* _TASK BRIEF_: Copy out each line containing "lineWidth" from the entries below.

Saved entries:
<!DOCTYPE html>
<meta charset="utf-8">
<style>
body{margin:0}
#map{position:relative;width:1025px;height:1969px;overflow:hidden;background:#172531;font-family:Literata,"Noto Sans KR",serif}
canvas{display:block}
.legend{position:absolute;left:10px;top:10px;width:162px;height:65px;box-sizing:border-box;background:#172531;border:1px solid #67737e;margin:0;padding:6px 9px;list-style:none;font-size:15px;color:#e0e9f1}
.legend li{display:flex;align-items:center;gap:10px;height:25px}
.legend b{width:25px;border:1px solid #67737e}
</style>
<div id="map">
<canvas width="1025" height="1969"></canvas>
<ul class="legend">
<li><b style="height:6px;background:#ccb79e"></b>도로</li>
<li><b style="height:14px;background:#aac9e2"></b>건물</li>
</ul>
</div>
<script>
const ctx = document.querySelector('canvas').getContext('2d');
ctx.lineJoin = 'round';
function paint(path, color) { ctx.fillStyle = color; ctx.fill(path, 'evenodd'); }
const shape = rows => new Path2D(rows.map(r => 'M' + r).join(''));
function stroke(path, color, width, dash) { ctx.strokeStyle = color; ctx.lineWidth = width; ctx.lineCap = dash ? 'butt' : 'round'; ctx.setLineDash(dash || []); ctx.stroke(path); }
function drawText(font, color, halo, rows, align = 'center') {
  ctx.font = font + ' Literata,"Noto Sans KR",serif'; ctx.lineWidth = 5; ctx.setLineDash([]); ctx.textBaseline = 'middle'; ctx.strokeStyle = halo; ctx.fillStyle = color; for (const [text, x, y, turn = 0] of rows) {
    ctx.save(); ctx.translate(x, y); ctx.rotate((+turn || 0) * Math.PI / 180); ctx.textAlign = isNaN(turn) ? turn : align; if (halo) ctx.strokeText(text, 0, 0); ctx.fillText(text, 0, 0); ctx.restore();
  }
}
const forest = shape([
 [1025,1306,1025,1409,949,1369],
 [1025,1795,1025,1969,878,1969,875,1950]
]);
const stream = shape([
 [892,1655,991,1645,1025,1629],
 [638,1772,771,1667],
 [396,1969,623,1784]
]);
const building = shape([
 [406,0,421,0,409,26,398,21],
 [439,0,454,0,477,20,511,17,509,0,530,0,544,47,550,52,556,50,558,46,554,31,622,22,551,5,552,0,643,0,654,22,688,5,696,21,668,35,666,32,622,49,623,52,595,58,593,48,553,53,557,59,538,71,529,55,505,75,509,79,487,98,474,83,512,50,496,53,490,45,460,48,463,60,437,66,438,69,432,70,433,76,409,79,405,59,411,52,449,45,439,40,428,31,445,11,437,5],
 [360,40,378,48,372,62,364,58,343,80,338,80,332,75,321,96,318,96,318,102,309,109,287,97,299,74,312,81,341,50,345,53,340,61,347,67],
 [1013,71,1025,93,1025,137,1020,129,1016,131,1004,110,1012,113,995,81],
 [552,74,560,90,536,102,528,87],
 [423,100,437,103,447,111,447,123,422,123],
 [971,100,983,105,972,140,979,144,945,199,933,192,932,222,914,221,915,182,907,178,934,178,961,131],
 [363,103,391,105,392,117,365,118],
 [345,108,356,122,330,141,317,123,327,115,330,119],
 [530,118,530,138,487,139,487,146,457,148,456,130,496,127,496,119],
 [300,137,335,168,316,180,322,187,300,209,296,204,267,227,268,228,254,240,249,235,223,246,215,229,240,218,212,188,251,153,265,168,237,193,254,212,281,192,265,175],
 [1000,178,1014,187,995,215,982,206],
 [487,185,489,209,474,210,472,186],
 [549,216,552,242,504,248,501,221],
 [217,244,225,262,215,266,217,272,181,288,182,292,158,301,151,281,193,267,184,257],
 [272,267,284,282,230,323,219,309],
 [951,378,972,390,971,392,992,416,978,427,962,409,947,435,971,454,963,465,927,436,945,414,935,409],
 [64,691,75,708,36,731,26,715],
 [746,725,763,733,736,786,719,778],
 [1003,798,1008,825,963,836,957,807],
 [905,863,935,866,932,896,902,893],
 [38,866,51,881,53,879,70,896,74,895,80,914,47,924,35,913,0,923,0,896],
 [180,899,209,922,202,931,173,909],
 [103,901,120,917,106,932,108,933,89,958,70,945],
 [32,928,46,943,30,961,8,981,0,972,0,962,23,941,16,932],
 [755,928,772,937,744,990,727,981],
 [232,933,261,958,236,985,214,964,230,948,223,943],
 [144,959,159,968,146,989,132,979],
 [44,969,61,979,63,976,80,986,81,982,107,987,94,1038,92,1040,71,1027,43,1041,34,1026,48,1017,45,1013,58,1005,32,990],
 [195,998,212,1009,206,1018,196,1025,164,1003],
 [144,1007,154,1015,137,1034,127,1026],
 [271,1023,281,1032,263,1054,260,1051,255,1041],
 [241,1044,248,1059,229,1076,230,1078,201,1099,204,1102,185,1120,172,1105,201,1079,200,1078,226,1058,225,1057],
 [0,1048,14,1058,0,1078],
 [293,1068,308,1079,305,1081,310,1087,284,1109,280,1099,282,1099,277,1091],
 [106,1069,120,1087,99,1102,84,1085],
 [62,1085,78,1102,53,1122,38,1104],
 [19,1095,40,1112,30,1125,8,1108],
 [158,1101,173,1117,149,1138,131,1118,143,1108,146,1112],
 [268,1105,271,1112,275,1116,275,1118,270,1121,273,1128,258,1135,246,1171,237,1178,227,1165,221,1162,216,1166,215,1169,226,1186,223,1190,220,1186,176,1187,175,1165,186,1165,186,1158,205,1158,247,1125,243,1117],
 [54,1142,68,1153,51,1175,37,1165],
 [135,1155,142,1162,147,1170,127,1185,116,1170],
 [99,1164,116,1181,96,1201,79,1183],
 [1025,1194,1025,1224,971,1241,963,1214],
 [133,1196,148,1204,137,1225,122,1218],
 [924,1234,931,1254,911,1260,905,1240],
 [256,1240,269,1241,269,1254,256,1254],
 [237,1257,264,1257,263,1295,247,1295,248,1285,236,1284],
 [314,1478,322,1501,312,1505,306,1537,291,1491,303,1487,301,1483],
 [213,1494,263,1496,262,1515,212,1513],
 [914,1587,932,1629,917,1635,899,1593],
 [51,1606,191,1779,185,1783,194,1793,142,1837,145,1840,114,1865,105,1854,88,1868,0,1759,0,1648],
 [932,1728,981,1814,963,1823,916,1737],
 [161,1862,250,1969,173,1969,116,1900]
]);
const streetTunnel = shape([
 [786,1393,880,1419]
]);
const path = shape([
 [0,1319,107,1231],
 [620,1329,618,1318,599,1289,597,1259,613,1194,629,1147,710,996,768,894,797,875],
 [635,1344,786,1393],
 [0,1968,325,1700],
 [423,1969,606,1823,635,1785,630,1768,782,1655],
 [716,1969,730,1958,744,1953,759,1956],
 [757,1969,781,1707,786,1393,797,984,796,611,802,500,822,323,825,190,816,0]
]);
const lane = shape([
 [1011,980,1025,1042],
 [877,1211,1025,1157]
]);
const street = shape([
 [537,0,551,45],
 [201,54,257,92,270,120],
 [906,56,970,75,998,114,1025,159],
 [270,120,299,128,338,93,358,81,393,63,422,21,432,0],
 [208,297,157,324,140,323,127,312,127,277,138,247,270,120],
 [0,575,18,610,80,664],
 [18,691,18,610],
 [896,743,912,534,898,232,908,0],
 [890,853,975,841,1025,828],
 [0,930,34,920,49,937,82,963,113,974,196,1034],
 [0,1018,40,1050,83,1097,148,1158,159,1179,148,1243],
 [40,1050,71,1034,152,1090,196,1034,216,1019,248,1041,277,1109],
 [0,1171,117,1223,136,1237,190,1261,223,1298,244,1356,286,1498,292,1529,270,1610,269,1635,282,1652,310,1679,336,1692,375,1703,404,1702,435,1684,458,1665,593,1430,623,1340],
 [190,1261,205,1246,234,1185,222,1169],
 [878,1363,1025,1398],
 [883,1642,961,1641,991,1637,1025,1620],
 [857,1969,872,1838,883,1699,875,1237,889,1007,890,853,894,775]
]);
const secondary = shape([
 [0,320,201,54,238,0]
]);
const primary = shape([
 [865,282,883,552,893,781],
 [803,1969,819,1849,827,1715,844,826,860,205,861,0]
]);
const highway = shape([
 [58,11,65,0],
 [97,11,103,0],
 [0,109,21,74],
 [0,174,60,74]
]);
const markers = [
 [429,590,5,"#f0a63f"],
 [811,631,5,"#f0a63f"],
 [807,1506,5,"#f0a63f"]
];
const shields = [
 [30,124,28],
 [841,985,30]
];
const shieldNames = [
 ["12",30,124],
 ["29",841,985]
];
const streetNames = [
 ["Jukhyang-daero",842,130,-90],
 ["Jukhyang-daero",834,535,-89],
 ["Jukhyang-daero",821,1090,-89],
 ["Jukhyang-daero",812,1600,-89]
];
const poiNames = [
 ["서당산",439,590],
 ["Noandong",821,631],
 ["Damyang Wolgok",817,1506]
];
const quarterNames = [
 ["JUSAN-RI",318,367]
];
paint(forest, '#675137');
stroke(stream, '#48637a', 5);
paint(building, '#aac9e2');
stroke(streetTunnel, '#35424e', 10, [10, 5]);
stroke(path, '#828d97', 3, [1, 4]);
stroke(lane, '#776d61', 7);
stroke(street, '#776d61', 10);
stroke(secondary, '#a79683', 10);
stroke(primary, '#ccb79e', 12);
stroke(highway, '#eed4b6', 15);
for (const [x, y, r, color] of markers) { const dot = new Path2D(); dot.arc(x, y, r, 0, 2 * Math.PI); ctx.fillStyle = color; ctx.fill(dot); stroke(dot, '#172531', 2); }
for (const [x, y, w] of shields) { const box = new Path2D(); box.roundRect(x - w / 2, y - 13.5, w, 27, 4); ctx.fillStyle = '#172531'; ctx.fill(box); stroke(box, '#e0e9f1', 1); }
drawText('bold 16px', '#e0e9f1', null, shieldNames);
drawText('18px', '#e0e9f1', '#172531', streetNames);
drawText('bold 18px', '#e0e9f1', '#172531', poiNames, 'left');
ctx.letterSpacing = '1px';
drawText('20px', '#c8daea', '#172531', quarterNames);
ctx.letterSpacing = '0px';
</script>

* _COMPLETED TASK_:
function stroke(path, color, width, dash) { ctx.strokeStyle = color; ctx.lineWidth = width; ctx.lineCap = dash ? 'butt' : 'round'; ctx.setLineDash(dash || []); ctx.stroke(path); }
  ctx.font = font + ' Literata,"Noto Sans KR",serif'; ctx.lineWidth = 5; ctx.setLineDash([]); ctx.textBaseline = 'middle'; ctx.strokeStyle = halo; ctx.fillStyle = color; for (const [text, x, y, turn = 0] of rows) {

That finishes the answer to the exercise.